Line filter on the word "polygon": copy each matching line from the entries.

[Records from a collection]
------------------------------------

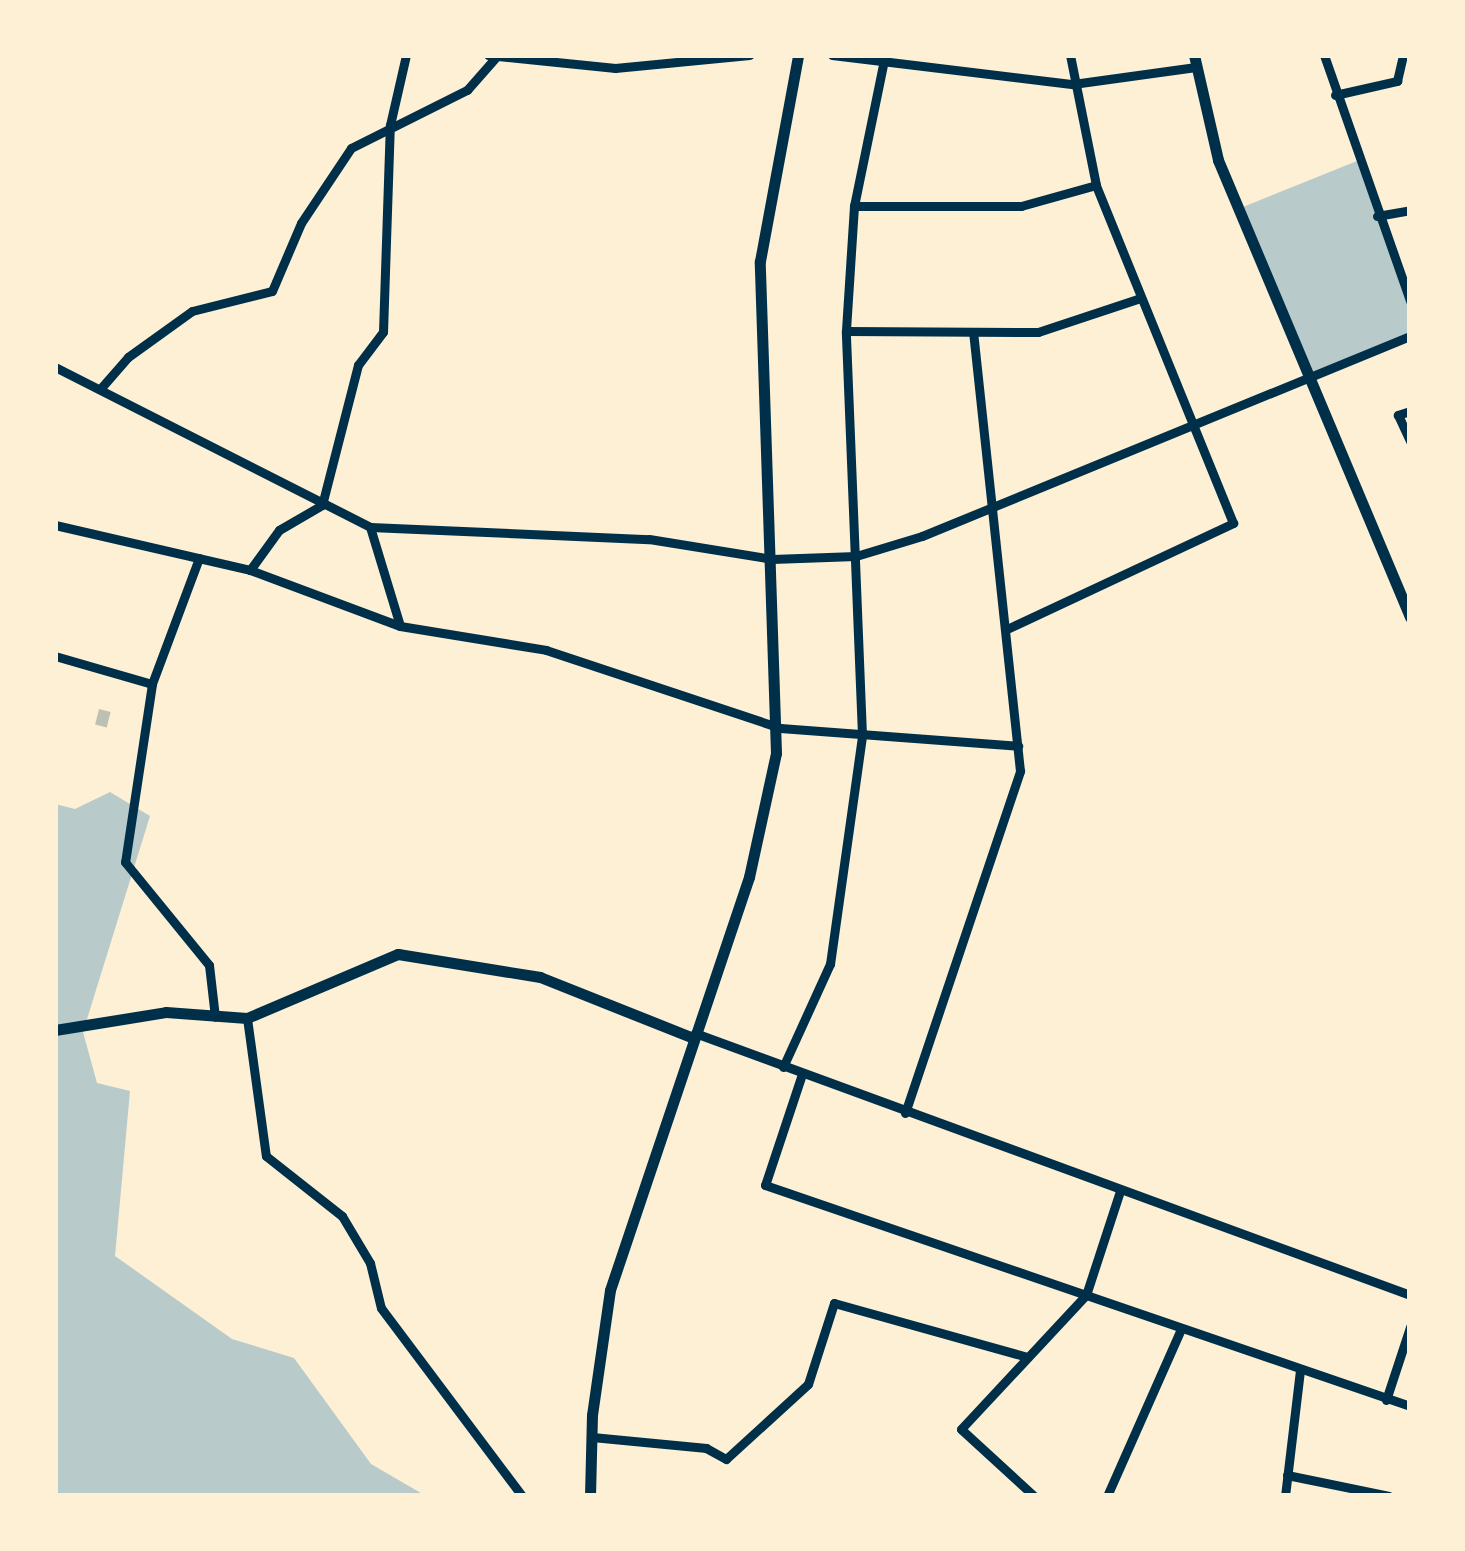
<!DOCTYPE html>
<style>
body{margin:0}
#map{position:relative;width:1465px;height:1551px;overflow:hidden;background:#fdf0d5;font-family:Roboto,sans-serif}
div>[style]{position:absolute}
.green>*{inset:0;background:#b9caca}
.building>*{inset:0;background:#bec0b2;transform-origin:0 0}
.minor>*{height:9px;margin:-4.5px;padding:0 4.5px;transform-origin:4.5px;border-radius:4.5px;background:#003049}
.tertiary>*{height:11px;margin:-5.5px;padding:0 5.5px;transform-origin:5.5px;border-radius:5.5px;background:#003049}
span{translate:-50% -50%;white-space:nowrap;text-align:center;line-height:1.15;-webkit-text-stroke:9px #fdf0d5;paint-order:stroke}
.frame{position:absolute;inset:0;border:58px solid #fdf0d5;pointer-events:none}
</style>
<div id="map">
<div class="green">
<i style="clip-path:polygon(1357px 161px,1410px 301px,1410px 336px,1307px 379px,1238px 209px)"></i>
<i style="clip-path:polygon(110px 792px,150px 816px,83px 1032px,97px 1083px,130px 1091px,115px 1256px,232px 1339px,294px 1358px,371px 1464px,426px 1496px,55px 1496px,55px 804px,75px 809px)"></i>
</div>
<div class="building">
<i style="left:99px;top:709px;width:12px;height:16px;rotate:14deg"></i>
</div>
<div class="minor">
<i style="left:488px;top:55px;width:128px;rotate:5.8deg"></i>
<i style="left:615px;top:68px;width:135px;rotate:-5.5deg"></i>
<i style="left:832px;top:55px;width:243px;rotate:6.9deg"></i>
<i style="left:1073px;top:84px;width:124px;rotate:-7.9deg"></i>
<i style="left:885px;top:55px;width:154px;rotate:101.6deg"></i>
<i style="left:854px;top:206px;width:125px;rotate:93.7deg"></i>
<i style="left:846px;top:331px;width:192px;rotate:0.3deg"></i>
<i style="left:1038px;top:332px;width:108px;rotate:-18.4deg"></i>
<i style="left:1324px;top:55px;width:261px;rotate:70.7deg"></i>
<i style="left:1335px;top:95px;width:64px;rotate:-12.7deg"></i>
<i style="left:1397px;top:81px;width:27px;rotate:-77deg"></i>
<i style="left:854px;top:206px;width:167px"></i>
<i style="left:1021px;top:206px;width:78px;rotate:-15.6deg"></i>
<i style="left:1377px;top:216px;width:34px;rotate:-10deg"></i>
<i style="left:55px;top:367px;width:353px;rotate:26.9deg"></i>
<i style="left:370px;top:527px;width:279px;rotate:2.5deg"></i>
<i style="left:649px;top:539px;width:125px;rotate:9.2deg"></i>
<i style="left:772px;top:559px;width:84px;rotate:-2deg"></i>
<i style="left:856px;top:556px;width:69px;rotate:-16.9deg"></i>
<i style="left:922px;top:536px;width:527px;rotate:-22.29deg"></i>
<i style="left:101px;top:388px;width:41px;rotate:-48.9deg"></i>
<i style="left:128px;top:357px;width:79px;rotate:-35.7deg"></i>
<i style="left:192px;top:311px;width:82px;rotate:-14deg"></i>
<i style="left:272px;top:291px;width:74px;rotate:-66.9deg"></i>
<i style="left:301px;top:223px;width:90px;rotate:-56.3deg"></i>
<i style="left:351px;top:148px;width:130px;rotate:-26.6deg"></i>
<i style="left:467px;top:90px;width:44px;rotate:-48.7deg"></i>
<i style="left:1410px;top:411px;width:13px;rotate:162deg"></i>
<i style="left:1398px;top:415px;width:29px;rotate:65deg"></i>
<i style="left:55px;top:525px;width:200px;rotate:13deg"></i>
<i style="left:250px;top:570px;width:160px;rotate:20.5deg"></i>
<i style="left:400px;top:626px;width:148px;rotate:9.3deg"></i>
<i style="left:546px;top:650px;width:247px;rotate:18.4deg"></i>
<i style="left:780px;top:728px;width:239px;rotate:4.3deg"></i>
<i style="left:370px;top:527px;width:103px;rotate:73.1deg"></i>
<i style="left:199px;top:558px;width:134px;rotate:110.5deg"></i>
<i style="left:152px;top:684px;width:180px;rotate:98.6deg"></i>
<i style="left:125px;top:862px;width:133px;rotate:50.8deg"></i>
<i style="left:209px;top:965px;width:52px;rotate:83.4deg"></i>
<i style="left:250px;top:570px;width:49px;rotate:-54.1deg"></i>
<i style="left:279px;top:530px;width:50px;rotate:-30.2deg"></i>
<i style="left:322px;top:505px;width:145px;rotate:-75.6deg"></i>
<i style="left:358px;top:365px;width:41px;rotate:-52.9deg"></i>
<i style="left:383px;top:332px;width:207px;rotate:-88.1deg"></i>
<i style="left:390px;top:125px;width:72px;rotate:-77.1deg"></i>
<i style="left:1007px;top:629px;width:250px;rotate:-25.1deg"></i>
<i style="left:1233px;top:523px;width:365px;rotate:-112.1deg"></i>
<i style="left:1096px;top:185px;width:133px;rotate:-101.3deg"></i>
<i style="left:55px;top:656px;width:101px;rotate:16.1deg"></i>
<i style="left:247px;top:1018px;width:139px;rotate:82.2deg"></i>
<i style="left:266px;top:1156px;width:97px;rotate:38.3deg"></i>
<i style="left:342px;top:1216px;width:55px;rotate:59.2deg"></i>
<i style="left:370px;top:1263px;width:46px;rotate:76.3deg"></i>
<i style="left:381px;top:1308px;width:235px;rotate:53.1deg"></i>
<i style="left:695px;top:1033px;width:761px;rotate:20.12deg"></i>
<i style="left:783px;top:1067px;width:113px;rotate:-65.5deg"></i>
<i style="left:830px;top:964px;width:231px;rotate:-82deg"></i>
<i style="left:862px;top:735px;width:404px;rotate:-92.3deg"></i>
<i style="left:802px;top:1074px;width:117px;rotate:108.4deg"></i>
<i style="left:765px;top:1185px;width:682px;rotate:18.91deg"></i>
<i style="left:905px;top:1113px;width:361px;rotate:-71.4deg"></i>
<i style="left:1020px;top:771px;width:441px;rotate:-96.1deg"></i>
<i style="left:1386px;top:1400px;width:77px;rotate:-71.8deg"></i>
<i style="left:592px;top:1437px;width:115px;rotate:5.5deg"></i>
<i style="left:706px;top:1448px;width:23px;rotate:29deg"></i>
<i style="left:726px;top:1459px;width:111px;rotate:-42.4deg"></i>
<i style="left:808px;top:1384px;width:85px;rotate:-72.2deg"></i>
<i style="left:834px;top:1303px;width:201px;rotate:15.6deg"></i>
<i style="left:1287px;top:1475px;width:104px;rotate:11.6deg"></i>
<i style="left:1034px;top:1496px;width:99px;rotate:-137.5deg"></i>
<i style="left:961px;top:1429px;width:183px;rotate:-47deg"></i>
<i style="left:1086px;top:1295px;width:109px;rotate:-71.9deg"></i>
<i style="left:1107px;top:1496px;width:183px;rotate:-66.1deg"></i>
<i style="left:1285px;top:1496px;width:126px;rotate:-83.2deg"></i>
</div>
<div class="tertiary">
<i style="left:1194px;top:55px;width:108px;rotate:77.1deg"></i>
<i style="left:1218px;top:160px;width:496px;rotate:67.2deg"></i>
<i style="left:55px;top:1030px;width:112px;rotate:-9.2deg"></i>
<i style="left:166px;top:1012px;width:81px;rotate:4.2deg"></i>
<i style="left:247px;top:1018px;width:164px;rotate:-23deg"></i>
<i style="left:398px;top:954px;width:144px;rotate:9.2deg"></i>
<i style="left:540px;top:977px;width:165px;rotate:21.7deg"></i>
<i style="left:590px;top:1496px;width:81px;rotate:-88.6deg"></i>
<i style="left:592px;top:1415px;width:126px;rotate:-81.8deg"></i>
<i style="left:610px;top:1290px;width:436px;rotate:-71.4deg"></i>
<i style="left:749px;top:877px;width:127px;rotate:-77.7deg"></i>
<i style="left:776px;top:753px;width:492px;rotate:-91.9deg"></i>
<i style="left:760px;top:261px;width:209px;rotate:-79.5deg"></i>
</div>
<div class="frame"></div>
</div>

------------------------------------

## [EXERCISE RESPONSE]
<i style="clip-path:polygon(1357px 161px,1410px 301px,1410px 336px,1307px 379px,1238px 209px)"></i>
<i style="clip-path:polygon(110px 792px,150px 816px,83px 1032px,97px 1083px,130px 1091px,115px 1256px,232px 1339px,294px 1358px,371px 1464px,426px 1496px,55px 1496px,55px 804px,75px 809px)"></i>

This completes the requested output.